*** DATASET RECORDS Section Begins ***

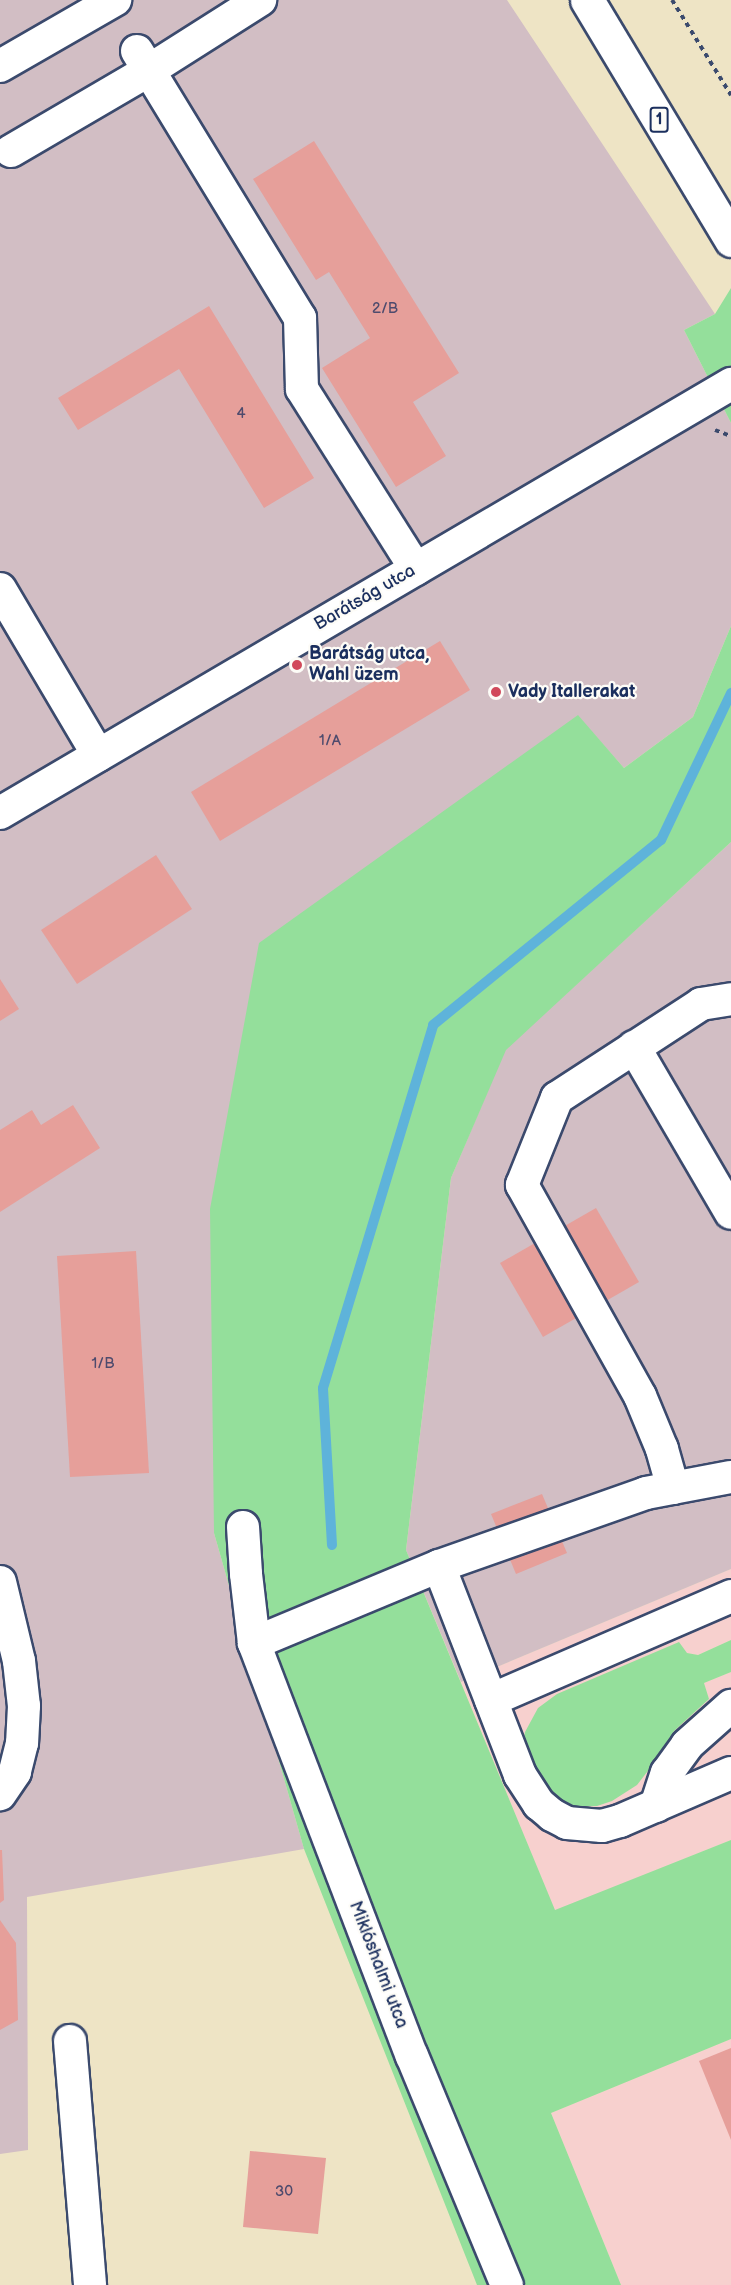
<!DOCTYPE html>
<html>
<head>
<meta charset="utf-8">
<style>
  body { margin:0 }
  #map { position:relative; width:731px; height:2285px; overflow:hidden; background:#eee4c5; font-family:"Balsamiq Sans",sans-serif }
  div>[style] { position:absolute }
  .built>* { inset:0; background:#f7d0ce }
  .industrial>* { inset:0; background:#d2bec4 }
  .green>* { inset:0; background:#94df9b }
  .stream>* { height:10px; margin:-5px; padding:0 5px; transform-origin:5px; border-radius:5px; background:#5eb3da }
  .building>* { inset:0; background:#e69f9a }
  .path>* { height:4px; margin-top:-2px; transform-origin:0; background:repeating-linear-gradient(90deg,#3b4a6d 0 4.5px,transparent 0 9px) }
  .roads { filter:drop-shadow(2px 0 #3b4a6d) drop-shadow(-2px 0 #3b4a6d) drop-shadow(0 2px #3b4a6d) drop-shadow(0 -2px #3b4a6d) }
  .minor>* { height:32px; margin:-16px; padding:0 16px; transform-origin:16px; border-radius:16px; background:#fff }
  .major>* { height:33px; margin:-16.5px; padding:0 16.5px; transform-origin:16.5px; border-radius:16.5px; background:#fff }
  .dots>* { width:16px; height:16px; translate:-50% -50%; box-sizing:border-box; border:3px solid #fdfcf7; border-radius:50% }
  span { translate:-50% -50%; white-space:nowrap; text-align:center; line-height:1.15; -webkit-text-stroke:4.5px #fdfcf7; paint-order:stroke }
  .number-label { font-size:15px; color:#4e4b6d }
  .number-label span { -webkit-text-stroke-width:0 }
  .shield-label span { padding:2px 4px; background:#fdfcf7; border:2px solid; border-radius:4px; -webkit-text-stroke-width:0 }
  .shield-label { font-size:16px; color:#1b2f5e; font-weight:700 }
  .street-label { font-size:18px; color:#1b2f5e }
  .poi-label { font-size:18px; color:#1b2f5e; font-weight:700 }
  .left { translate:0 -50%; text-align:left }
</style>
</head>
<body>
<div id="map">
  <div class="built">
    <div style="clip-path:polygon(731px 1569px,731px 1640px,698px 1655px,687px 1653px,570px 1807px,597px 1806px,654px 1763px,674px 1731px,709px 1699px,704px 1683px,731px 1672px,731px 1840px,555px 1911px,461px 1682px)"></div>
    <div style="clip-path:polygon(731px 2039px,731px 2285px,621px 2285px,551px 2113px)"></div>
  </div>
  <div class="industrial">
    <div style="clip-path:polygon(0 0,507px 0,715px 314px,684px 330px,731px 423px,731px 626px,693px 717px,624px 768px,578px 716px,214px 1533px,304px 1849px,27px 1897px,28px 2150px,0 2154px)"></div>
    <div style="clip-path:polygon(731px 842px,731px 1569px,461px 1682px,406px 1550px,451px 1178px,505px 1050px)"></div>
  </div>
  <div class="green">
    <div style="clip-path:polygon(731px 288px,731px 423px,684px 330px,715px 314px)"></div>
    <div style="clip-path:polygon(731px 626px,731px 842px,506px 1050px,451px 1178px,406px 1550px,555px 1910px,731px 1840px,731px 2039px,551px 2113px,621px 2285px,477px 2285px,304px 1849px,214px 1533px,210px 1209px,259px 943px,578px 715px,624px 768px,693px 717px)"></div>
    <div style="clip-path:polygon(731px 1640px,731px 1672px,704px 1683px,709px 1699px,674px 1731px,654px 1763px,637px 1785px,612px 1801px,597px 1806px,570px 1807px,556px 1802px,521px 1752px,525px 1732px,538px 1708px,557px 1694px,679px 1642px,687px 1653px,698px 1655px)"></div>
  </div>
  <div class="stream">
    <div style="left:332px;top:1545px;width:157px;rotate:-93.3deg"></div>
    <div style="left:323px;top:1388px;width:379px;rotate:-73.1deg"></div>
    <div style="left:433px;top:1025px;width:294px;rotate:-39.1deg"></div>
    <div style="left:661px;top:840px;width:163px;rotate:-64.5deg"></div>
  </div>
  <div class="building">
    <div style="clip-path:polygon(314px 141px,459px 373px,413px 402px,446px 456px,396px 487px,322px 368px,370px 338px,329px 272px,316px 280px,253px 179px)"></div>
    <div style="clip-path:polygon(209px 306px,314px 478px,264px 508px,179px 369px,78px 430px,58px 398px)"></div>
    <div style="clip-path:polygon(440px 641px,470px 690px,220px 841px,191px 792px)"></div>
    <div style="clip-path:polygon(156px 855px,192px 909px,77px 984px,41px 930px)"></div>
    <div style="clip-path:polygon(0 979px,19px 1009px,0 1021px)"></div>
    <div style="clip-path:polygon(73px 1105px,100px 1148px,0 1212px,0 1130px,32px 1110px,41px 1125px)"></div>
    <div style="clip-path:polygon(596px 1208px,639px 1282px,543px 1337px,500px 1263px)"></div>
    <div style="clip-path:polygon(136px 1251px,149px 1473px,70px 1477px,57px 1256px)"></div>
    <div style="clip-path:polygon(542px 1494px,567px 1553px,516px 1574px,491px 1514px)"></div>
    <div style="clip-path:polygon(0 1850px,2px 1850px,4px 1900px,0 1903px)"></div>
    <div style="clip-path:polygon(0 1920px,16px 1943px,18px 2020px,0 2030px)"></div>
    <div style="clip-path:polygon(731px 2048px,731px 2140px,699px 2061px)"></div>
    <div style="clip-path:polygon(250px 2151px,326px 2158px,318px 2234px,243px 2227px)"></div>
  </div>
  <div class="path">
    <div style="left:672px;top:0;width:112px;rotate:58.2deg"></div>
    <div style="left:715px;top:430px;width:17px;rotate:21deg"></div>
  </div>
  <div class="roads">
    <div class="minor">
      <div style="left:137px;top:51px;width:313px;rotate:58.6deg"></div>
      <div style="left:300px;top:318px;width:71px;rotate:88.4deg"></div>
      <div style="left:302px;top:389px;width:213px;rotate:57.7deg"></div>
      <div style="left:0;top:66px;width:133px;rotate:-29.9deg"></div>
      <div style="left:11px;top:151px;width:159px;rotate:-30.3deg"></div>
      <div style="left:148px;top:71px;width:133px;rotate:-32.4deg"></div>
      <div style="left:0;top:589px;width:193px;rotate:59.4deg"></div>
      <div style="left:0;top:813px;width:848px;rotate:-30.41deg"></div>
      <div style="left:634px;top:1047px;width:192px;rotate:59.7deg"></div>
      <div style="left:673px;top:1488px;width:41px;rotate:-105.8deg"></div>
      <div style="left:662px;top:1449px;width:57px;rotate:-112.5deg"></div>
      <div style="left:640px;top:1396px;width:242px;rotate:-119.2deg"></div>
      <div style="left:522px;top:1185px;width:94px;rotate:-68.1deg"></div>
      <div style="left:557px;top:1098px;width:172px;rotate:-33.1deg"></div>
      <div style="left:701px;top:1004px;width:30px;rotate:-9deg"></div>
      <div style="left:243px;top:1527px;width:47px;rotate:86.3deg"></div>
      <div style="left:246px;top:1574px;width:69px;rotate:83.4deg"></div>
      <div style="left:254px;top:1643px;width:442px;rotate:69.1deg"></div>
      <div style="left:412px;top:2056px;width:248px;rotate:67.5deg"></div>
      <div style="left:439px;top:1566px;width:219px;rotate:-19.4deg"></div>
      <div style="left:646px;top:1493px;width:86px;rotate:-10.7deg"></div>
      <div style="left:0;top:1582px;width:81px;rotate:76.5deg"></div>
      <div style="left:19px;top:1661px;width:45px;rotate:83.7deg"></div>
      <div style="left:24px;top:1706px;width:37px;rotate:93deg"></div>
      <div style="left:22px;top:1743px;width:30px;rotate:104deg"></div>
      <div style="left:15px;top:1772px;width:27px;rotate:124deg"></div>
      <div style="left:254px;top:1643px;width:200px;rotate:-22.6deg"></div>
      <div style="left:439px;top:1566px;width:224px;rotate:68.8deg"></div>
      <div style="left:520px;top:1775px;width:35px;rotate:57deg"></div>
      <div style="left:539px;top:1804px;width:17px;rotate:40deg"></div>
      <div style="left:552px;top:1815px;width:17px;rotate:28deg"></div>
      <div style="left:567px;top:1823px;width:35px;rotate:5deg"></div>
      <div style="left:602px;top:1826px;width:19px;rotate:-16deg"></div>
      <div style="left:620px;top:1821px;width:121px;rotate:-23.4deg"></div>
      <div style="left:491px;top:1700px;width:262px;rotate:-23.4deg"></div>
      <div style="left:656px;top:1806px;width:35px;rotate:-72deg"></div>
      <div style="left:667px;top:1773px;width:34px;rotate:-54deg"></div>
      <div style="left:687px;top:1745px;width:59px;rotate:-41.6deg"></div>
      <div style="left:70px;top:2041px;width:245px;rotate:85.3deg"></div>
    </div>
    <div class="major">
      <div style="left:587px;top:0;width:280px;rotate:59deg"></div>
    </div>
  </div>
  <div class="dots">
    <div style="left:297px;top:665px;background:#d1495b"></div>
    <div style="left:496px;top:692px;background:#d1495b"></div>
  </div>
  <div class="number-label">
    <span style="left:385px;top:309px">2/B</span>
    <span style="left:241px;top:414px">4</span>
    <span style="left:330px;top:741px">1/A</span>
    <span style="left:103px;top:1364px">1/B</span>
    <span style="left:284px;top:2192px">30</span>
  </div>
  <div class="shield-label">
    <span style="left:659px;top:120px">1</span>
  </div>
  <div class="street-label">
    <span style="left:365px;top:598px;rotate:-30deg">Barátság utca</span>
    <span style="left:378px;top:1965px;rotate:69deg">Miklóshalmi utca</span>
  </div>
  <div class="poi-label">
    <span class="left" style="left:309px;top:665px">Barátság utca,<br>Wahl üzem</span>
    <span class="left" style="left:508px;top:692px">Vady Itallerakat</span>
  </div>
</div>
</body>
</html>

*** DATASET RECORDS Section Ends ***

Copy all the lines from the data above that hold the word "roads".

▶ _EXERCISE SOLUTION_
  .roads { filter:drop-shadow(2px 0 #3b4a6d) drop-shadow(-2px 0 #3b4a6d) drop-shadow(0 2px #3b4a6d) drop-shadow(0 -2px #3b4a6d) }
  <div class="roads">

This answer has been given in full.